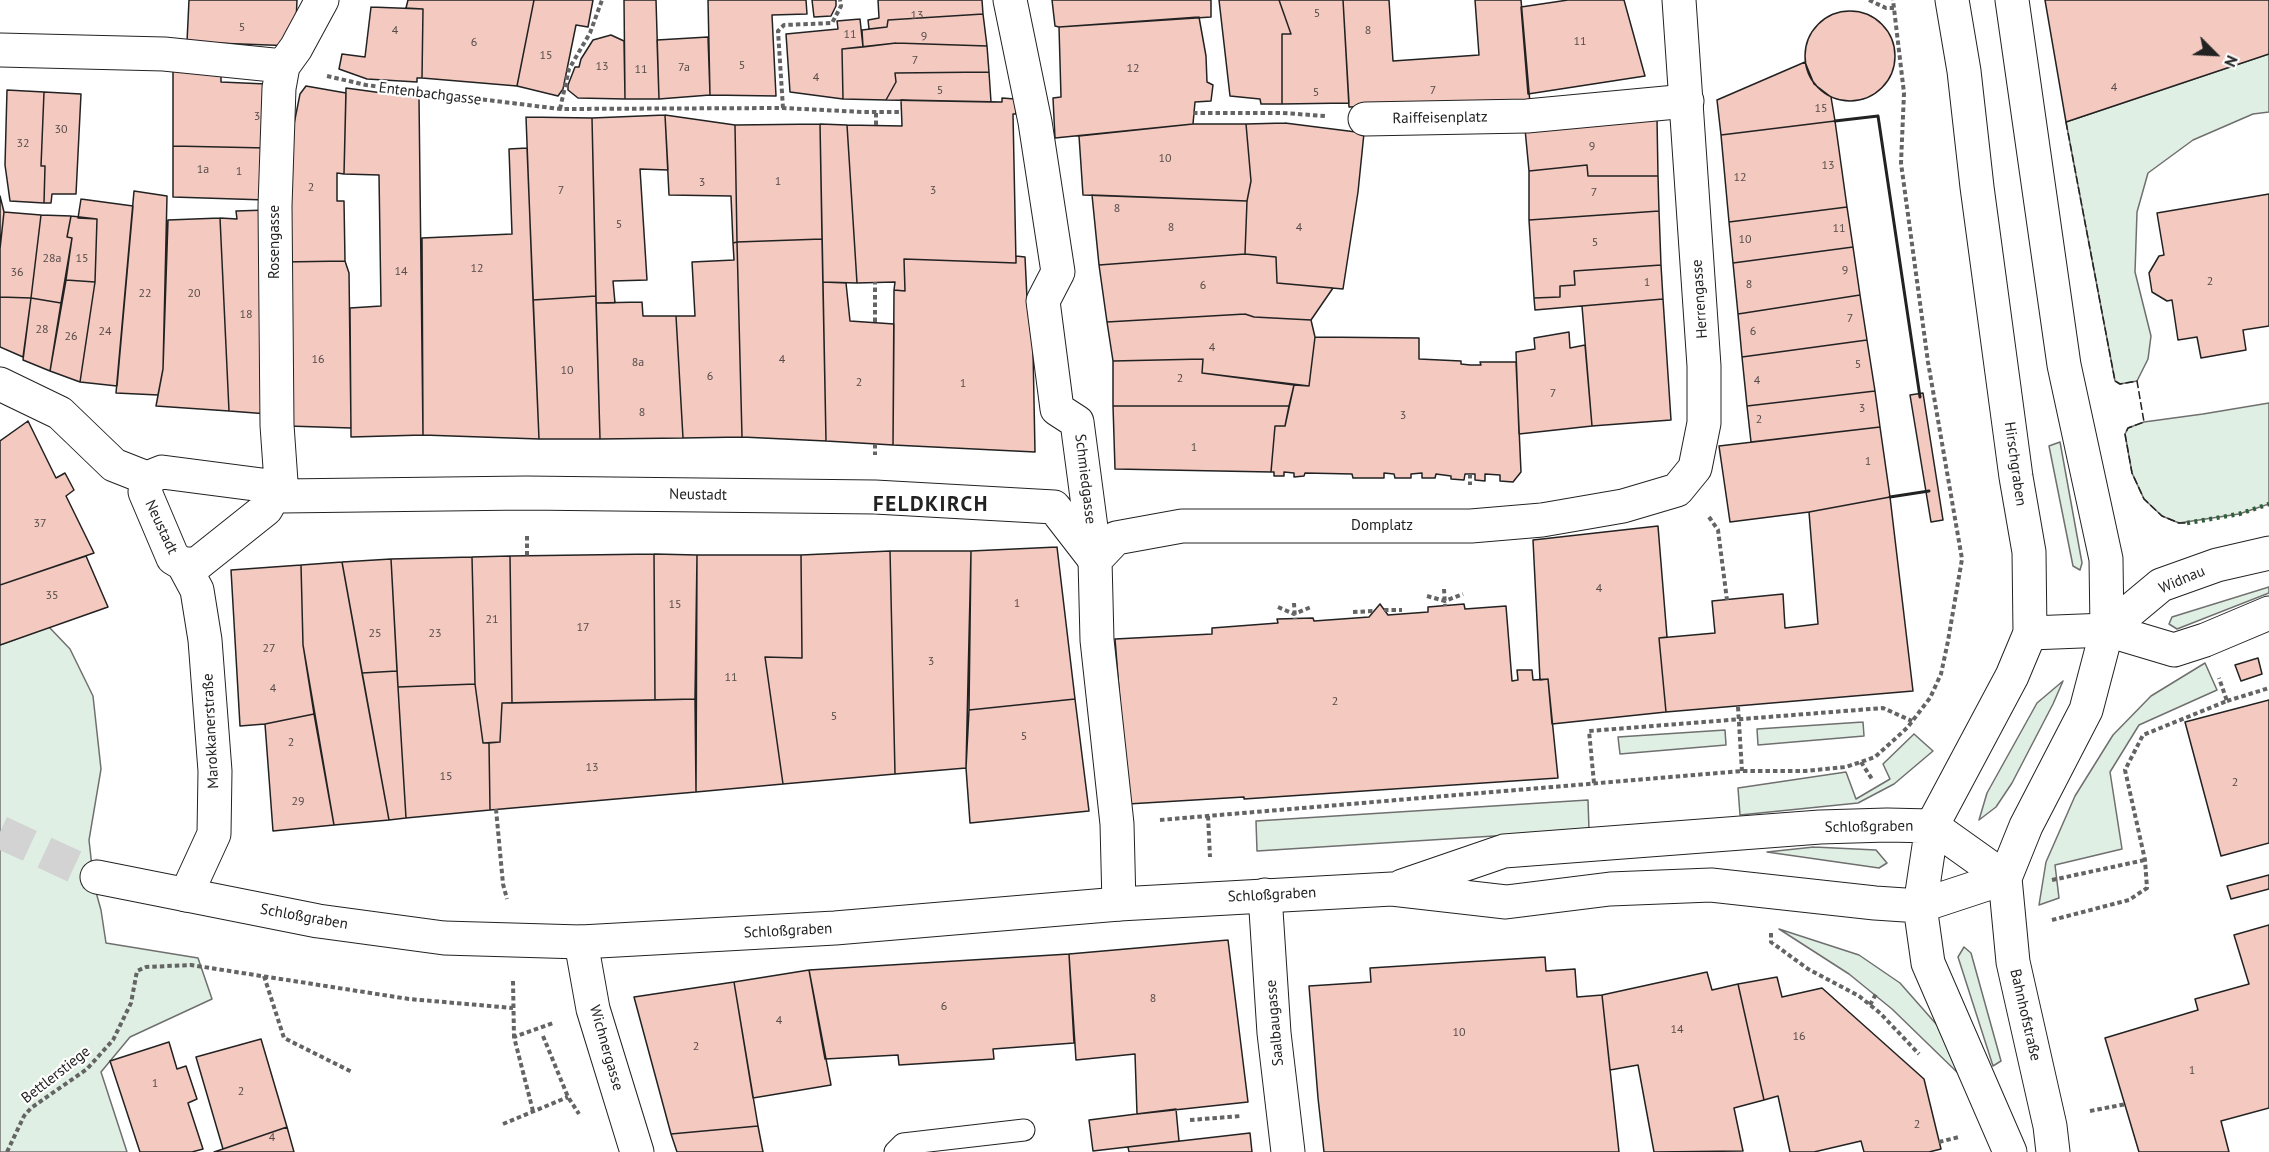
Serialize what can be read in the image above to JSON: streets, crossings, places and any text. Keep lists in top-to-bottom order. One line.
{"streets":{"main road":["Raiffeisenplatz","Rosengasse","Herrengasse","Hirschgraben","Schmiedgasse","Neustadt","Domplatz","Widnau","Marokkanerstraße","Schloßgraben","Bahnhofstraße","Saalbaugasse","Wichnergasse"],"path":["Entenbachgasse","Bettlerstiege"]},"crossings":[["Entenbachgasse","Rosengasse"],["Raiffeisenplatz","Herrengasse"],["Rosengasse","Neustadt"],["Herrengasse","Domplatz"],["Hirschgraben","Schloßgraben"],["Schmiedgasse","Neustadt"],["Schmiedgasse","Domplatz"],["Schmiedgasse","Schloßgraben"],["Neustadt","Domplatz"],["Neustadt","Marokkanerstraße"],["Marokkanerstraße","Schloßgraben"],["Schloßgraben","Bahnhofstraße"],["Schloßgraben","Saalbaugasse"],["Schloßgraben","Wichnergasse"]],"districts":["FELDKIRCH"],"house_numbers":["5","13","5","4","8","11","9","11","6","15","7","5","13","7a","12","11","4","4","5","7","5","15","3","30","32","9","10","13","1a","1","12","1","3","2","7","3","7","8","5","8","4","11","10","5","28a","15","12","9","14","36","2","1","8","6","22","20","18","7","28","24","6","26","4","16","4","8a","5","10","6","2","4","2","1","7","3","8","3","2","1","1","37","4","35","1","15","21","17","25","23","27","3","11","4","2","5","5","2","13","15","2","29","8","6","4","14","10","16","2","1","1","2","2","4"],"north":"bottom right"}
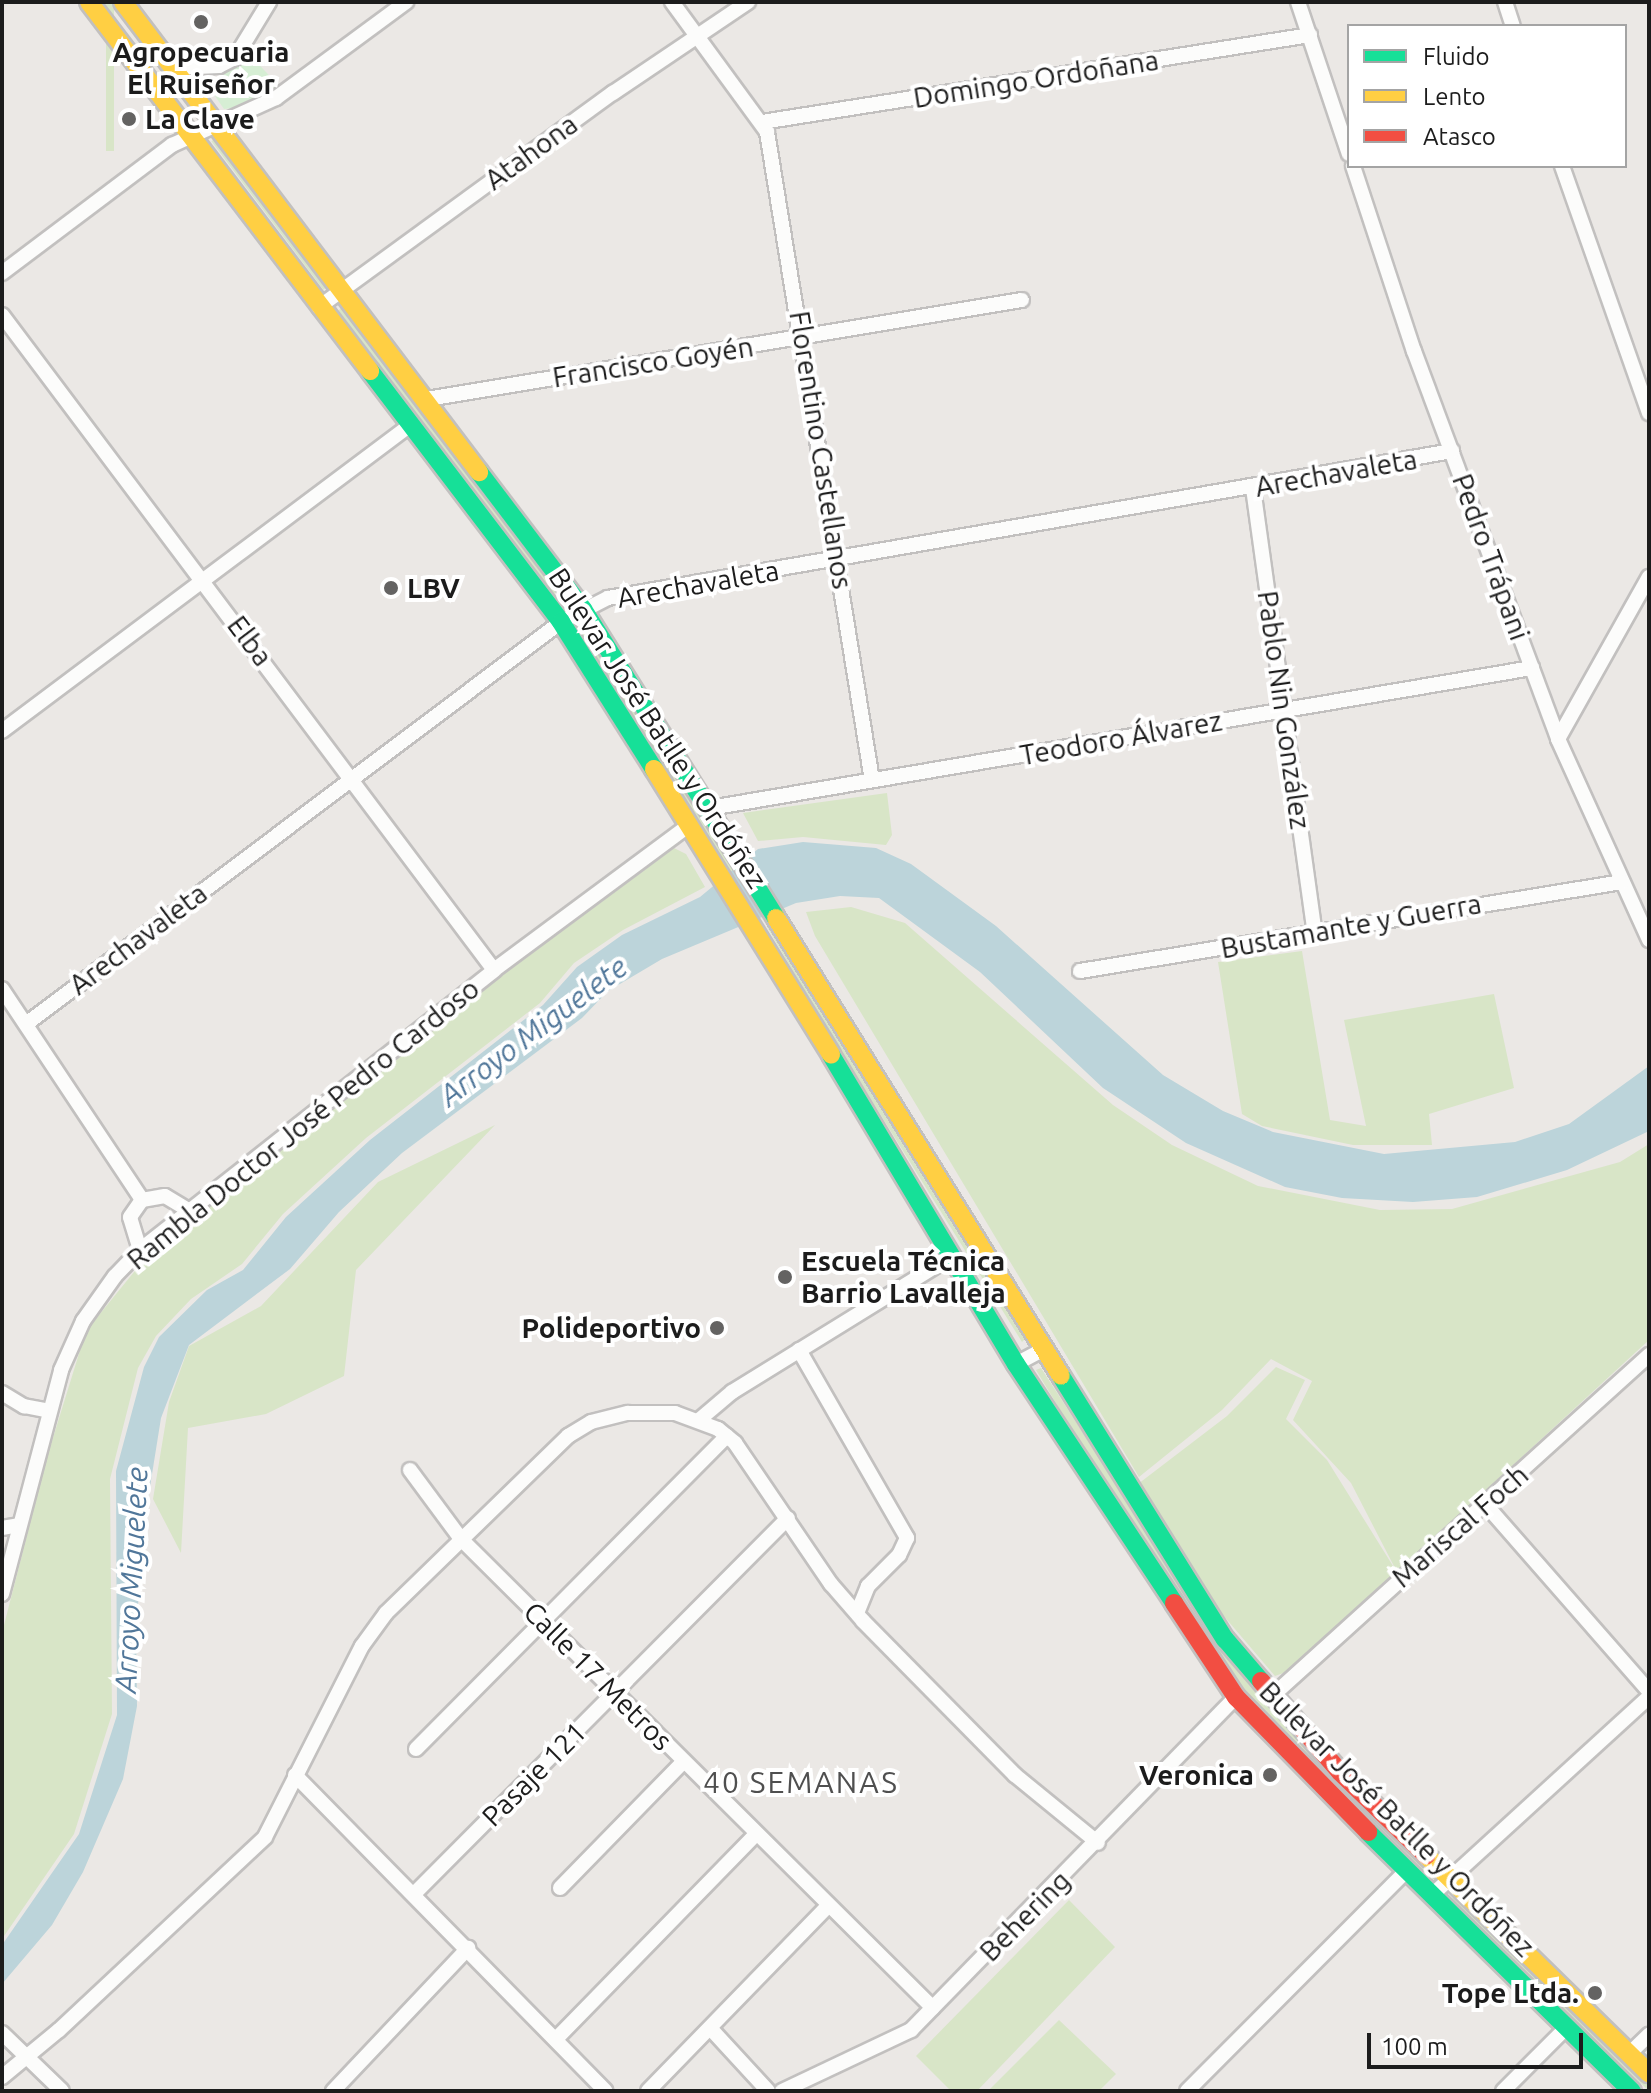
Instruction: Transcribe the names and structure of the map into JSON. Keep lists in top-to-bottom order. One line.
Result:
{"streets":{"main road":["Bulevar José Batlle y Ordóñez"],"street":["Domingo Ordoñana","Atahona","Francisco Goyén","Florentino Castellanos","Arechavaleta","Pedro Trápani","Elba","Pablo Nin González","Teodoro Álvarez","Bustamante y Guerra","Rambla Doctor José Pedro Cardoso","Mariscal Foch","Calle 17 Metros","Pasaje 121","Behering"]},"crossings":[["Domingo Ordoñana","Florentino Castellanos"],["Atahona","Bulevar José Batlle y Ordóñez"],["Francisco Goyén","Florentino Castellanos"],["Francisco Goyén","Bulevar José Batlle y Ordóñez"],["Florentino Castellanos","Arechavaleta"],["Florentino Castellanos","Teodoro Álvarez"],["Arechavaleta","Pedro Trápani"],["Arechavaleta","Elba"],["Arechavaleta","Pablo Nin González"],["Arechavaleta","Bulevar José Batlle y Ordóñez"],["Pedro Trápani","Teodoro Álvarez"],["Pedro Trápani","Bustamante y Guerra"],["Elba","Rambla Doctor José Pedro Cardoso"],["Pablo Nin González","Teodoro Álvarez"],["Pablo Nin González","Bustamante y Guerra"],["Bulevar José Batlle y Ordóñez","Teodoro Álvarez"],["Bulevar José Batlle y Ordóñez","Rambla Doctor José Pedro Cardoso"],["Bulevar José Batlle y Ordóñez","Mariscal Foch"],["Bulevar José Batlle y Ordóñez","Behering"],["Calle 17 Metros","Pasaje 121"],["Calle 17 Metros","Behering"]],"districts":["40 SEMANAS"],"water":["Arroyo Miguelete"],"places":["Agropecuaria El Ruiseñor","La Clave","LBV","Escuela Técnica Barrio Lavalleja","Polideportivo","Veronica","Tope Ltda."],"legend":["Fluido","Lento","Atasco"],"scale_bar":"100 m"}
☆ ☆ ☆ ☆ ☆
**WORK ORDER**. When a line in the material above holds the word "JSON", count it; report only the total.

**EXERCISE RESPONSE**. 2